Fruit Market in Amman: “She thinks I want to f*** her”

I’ve been in Amman for three days already but haven’t been any parts of the capital city yet. So after a quick simple dinner (spicy pasta, 3JD) I set off exploring the Friday nightscape of Amman. The streets are filled with the excitement of a weekend night, and endless rows of cars and taxis honk in a steady rhythm in celebration.

Feeling I’ve been lacking in the intake of Vitamin C, I head for the fruit market, hoping to buy a bag full of fruits to snack on during my 4 hour long bus trip to Aqaba tomorrow. I stop by each stalls, but all the vendors refuse take payment from me, preferring to give me samples of each fruit instead – pear, lime, fig, honeyed date.. They are either too sweet, too sour, or too bland for my taste but I dutifully finish them all.  Before I know it, I am sitting on a barrel that one of the vendors have offered me, this time a quarter of pomegranate in my hand. The vendor who has invited me to sit next to him is an old man, and I feel like a girl receiving treats from her granddad every time he peels a different kind of fruit and places them in my hand.

It seems a young man with stubbles is the only one who can speak English, and he tells me anecdotes about each vendors – and he likes to use f word often.

“That guy over there, he used to have a Filipino wife. He likes to f*** Philippine girls” “F*** America. It’s a bad country. Syria is f***ing America, North Korea is f***ing America. It’s good”

He wants to take a picture with me, and as he sits next to me and pose at the camera, he puts his arm around my neck. His hand ‘happens’ to be placed over my chest, and he even dares to slightly cup his hand.  I stand up making some excuse about having to go back, and the old vendor puts his arm behind me as if to guide my way out protectively, but his hand is on my ass.

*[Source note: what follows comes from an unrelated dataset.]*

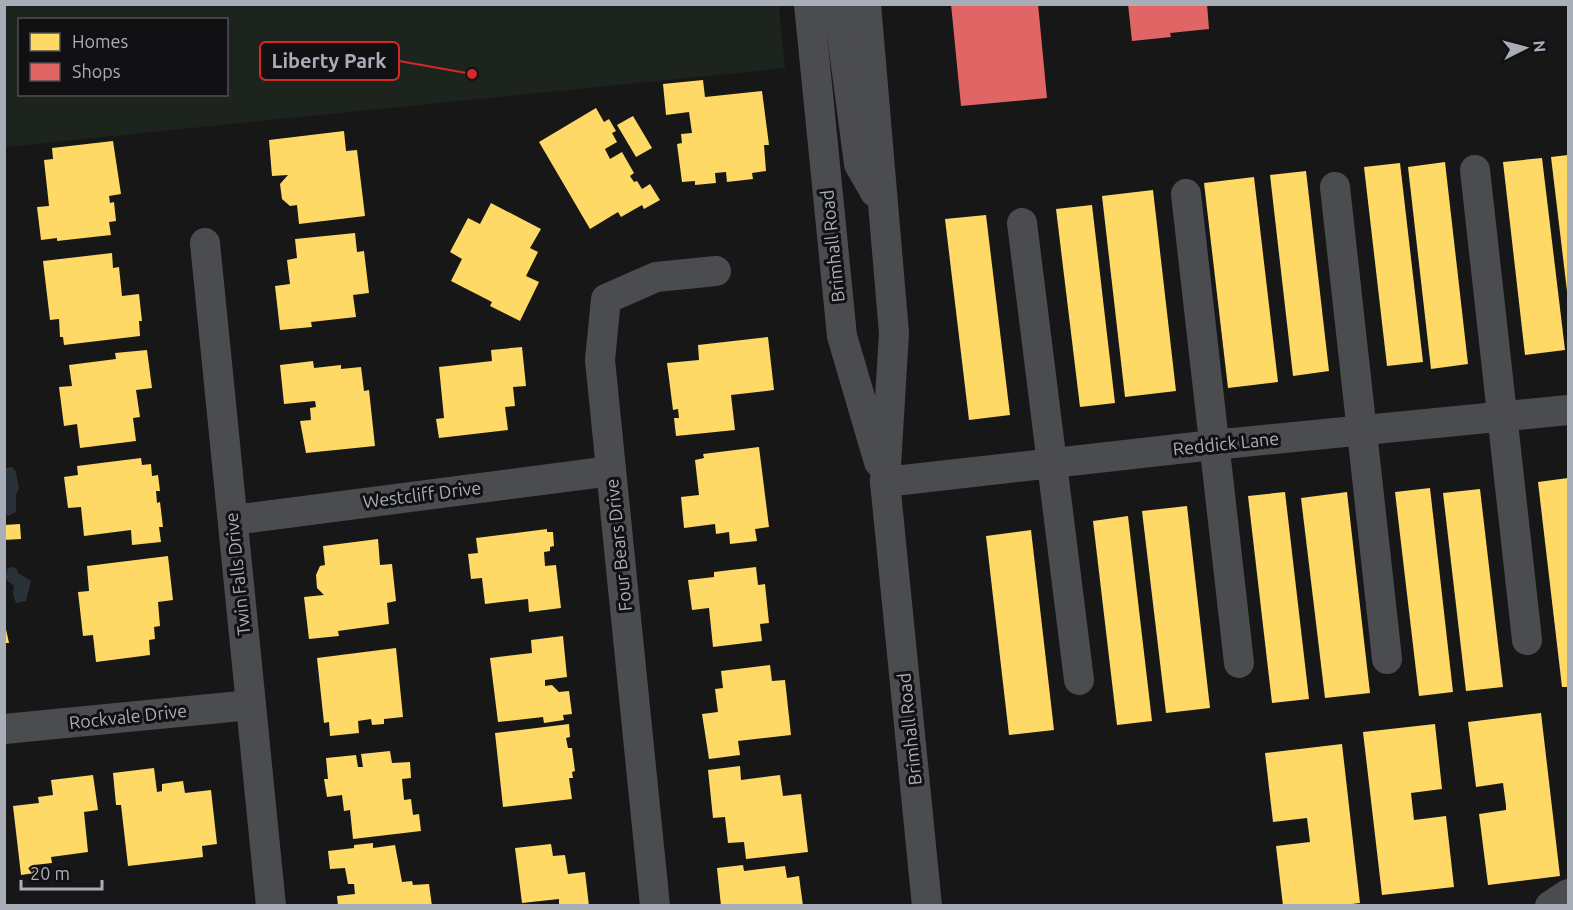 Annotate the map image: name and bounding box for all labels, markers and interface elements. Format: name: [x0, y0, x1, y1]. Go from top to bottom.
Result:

The young man offers to walk me back to the hostel and I say ‘it’s okay’, and he announces to everyone, ‘she doesn’t want me to come with her because she thinks I want to f*** her!’, as if telling a great joke. Everyone cheerily laughs and I laugh along with them, but I’m actually in a sour mood. I walk away with an unfinished pomegranate in my hand, with my back turned towards the old vendor who has cheekily asked if I could give him a kiss goodbye on his lips.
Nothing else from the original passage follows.